Такъ какъ отъ Ледяного дома до Зимняго дворца было, какъ говорится, рукой подать, то по отъѣздѣ царской кареты нѣкоторые изъ придворныхъ не сѣли уже въ свои кареты, а пошли пѣшкомъ. Въ числѣ послѣднихъ были также Юліана и Лилли, которыхъ проводить до дворца взялся младшій Шуваловъ. Когда они поднялись съ Невы на берегъ, то застали уже здѣсь «молодыхъ», которыхъ только-что снимали со спины слона. Тутъ же оказался и Самсоновъ со своими оленями.

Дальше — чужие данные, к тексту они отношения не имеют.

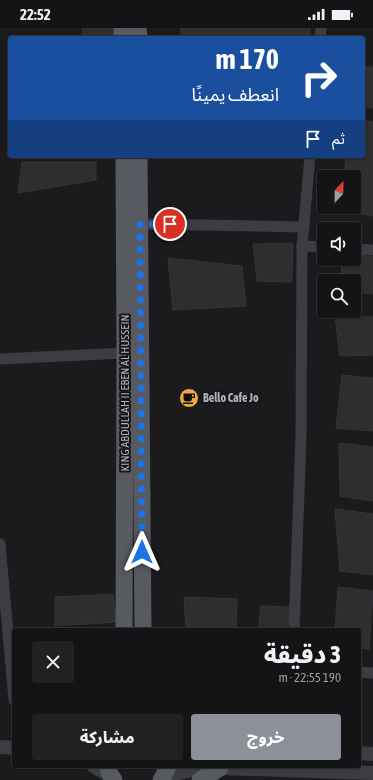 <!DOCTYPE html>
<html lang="ar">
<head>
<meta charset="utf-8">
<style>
	body { margin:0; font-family:"Asap Condensed","Noto Sans Arabic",sans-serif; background:#212123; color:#f1f3f6; direction:rtl; height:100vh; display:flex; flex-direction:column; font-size:15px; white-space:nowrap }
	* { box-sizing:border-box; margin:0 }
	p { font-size:13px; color:#9d9ea1 }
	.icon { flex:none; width:22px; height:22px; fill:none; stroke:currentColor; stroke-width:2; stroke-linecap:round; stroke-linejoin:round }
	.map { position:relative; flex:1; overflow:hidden; direction:ltr }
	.side { position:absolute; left:12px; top:600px; width:349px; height:140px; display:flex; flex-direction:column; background:#141416; border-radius:4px; box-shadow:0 1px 3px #0004,0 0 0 1px #333335; direction:rtl }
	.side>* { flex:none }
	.banner { position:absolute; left:8px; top:8px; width:357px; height:122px; border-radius:4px; box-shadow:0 1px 3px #0004,0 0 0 1px #333335; direction:rtl; background:#1a4fa0; color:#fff; overflow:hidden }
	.needle { width:26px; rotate:22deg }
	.tools { position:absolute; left:317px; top:142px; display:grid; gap:8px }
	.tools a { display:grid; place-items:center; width:44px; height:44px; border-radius:4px; background:#141416; box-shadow:0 1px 3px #0004,0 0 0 1px #333335; font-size:20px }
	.pin { position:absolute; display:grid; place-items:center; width:34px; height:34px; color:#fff; margin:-17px; border:2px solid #fff; border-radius:50%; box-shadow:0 1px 4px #0007 }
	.me { position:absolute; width:44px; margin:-22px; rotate:0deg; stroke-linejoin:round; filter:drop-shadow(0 0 3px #0008) }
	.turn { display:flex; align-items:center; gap:14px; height:84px; padding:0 20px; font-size:18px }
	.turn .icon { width:52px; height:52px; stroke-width:2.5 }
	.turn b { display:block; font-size:28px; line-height:34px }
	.then { display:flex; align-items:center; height:38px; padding:0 20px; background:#0003; gap:8px; font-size:15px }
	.round { display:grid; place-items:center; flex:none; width:42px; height:42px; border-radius:4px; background:#212123 }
	.summary { display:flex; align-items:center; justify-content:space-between; height:68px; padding:0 20px }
	h1 { font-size:24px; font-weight:800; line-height:30px }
	.primary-button { display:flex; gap:8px; margin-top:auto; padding:8px 20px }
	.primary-button a { flex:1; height:46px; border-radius:4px; background:#8c9099; color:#fff; font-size:16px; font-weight:800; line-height:46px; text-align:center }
	.primary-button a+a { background:#212123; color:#f1f3f6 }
	.status { display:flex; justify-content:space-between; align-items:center; height:28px; padding:0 20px; background:#141416; direction:ltr }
	.status svg { height:11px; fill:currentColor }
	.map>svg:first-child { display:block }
	.building { fill:#2e2e31; stroke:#353539 }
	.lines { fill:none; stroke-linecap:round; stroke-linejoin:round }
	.minor { stroke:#3c3d42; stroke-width:11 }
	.tertiary { stroke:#3c3d42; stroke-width:14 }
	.primary { stroke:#585a61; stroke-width:17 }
	.route { stroke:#1a73e8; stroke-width:7; stroke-dasharray:0 12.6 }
	.labels { text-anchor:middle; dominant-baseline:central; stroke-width:4; stroke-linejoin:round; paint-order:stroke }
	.street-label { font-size:12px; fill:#aeb3bc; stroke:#161618 }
	.poi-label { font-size:12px; font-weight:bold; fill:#aeb3bc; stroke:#161618; text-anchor:start }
</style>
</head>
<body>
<div class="status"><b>22:52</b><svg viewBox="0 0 49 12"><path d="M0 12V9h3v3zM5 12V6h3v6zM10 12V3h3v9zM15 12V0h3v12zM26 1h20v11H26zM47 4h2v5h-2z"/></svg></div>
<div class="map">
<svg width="373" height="752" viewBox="0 0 373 752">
	<rect width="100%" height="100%" fill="#1b1b1d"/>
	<g class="building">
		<path d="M82,0H113V10H83Z"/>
		<rect x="181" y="0" width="129" height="10"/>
		<path d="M363,39H373V80L363,79Z"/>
		<path d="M363,93L373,94V188L342,183V179H354V149H344L346,128H363Z"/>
		<path d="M22,134H96V152L18,165Z"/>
		<path d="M293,215L292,254L257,253L253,216Z"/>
		<path d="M354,226L373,229V266L354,264V253H342L341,231H354Z"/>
		<path d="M168,230L242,238L246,278L173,282Z"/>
		<path d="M335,288L373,289V327L340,328Z"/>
		<path d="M342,347L373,350V403L336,400Z"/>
		<path d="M339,415L373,419V473L340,468Z"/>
		<path d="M335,481L373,486V547L340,543Z"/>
		<path d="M338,559L373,563L369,621L359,620V602H335Z"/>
		<path d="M113,566L116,594L55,598V569Z"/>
		<path d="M184,569L237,571L236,602H186Z"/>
		<path d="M261,578L291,579L287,602H258Z"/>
	</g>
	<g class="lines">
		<g class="minor">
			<path d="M320,10L321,0"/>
			<path d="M140,196L304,199"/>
			<path d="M302,218L324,219"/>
			<path d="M354,221L373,222"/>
			<path d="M0,331L125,325"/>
			<path d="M0,516L14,672"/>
			<path d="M294,602L301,408L302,218L310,128"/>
			<path d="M359,644L373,645"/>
		</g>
		<g class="tertiary">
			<path d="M0,719L14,720"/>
			<path d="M359,725L373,726"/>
			<path d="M93,738L105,745L114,751"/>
			<path d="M163,749L191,742L220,740L373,745"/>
		</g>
		<g class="primary">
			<path d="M122,0V10"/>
			<path d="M138,0L139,10"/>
			<path d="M139,128L143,602"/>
			<path d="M124,602L125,325L124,128"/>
			<path d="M107,738L110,746L114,752"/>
			<path d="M161,752L163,749L168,738"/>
			<path d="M200,752L220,740"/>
		</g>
	</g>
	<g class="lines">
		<path class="route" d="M142,524L140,196H170"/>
	</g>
	<defs>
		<g id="cafe-disc" transform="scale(1)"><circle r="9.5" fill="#ecaa44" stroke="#161618"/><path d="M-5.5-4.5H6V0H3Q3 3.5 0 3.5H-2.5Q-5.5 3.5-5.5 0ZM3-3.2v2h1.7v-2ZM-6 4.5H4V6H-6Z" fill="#111"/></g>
	</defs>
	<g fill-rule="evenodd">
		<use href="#cafe-disc" x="189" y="370"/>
	</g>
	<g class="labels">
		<g class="street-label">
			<text transform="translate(125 365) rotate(-90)">KING ABDULLAH II EBEN AL HUSSEIN</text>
		</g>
		<g class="poi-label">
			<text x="203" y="370">Bello Cafe Jo</text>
		</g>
	</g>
</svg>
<div class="tools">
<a><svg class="needle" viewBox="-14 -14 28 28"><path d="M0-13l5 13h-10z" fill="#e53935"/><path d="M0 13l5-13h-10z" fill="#9d9ea1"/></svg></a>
<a><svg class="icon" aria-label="sound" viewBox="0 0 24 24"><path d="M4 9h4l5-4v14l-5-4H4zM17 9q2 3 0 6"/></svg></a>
<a><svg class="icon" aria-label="search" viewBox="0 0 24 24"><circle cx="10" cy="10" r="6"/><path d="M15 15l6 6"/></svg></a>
</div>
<div class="pin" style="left:170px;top:196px;background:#d93025"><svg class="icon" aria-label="arrive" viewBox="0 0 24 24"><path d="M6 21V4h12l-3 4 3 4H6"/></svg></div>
<svg class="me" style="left:142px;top:524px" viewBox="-20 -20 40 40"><path d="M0-17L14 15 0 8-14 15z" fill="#1a73e8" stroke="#fff" stroke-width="4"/></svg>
<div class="banner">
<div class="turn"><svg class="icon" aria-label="right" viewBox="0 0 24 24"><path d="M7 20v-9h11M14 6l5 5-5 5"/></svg><div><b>170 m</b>انعطف يمينًا</div></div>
<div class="then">ثم<svg class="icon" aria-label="arrive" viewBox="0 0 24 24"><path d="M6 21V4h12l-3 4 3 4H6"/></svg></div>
</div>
<section class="side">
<div class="summary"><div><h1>3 دقيقة</h1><p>190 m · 22:55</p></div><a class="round"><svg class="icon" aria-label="close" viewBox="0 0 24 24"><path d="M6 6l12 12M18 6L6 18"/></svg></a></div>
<div class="primary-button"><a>خروج</a><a>مشاركة</a></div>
</section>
</div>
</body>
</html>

— А олени уже поданы, Лизавета Романовна, — сказалъ онъ, приподнимая на головѣ свой самоѣдскій треухъ.

— Что такое, Лилли? — обратилась гоффрейлина, недоумѣвая, къ своей юной спутницѣ.

— Онъ обѣщалъ покатать меня на оленяхъ… пролепетала Лилли.

— Та-та-та-та! — вмѣшался со смѣхомъ Шуваловъ. — Да ты, Григорій, скажи-ка по чистой совѣсти, не самъ ли и опоилъ вчера самоѣда?

— Былъ грѣхъ, ваше благородіе, — признался Самсоновъ. — Но безъ того я не сдержалъ бы своего обѣщанія Лизаветѣ Романовнѣ…

— Дорогая Юліана! покатаемтесь вмѣстѣ? — попросила Лилли.

— Ужъ не знаю, право…

— Смѣю доложить, — вмѣшался Самсоновъ, — что мѣсто y меня въ саняхъ только для одной особы.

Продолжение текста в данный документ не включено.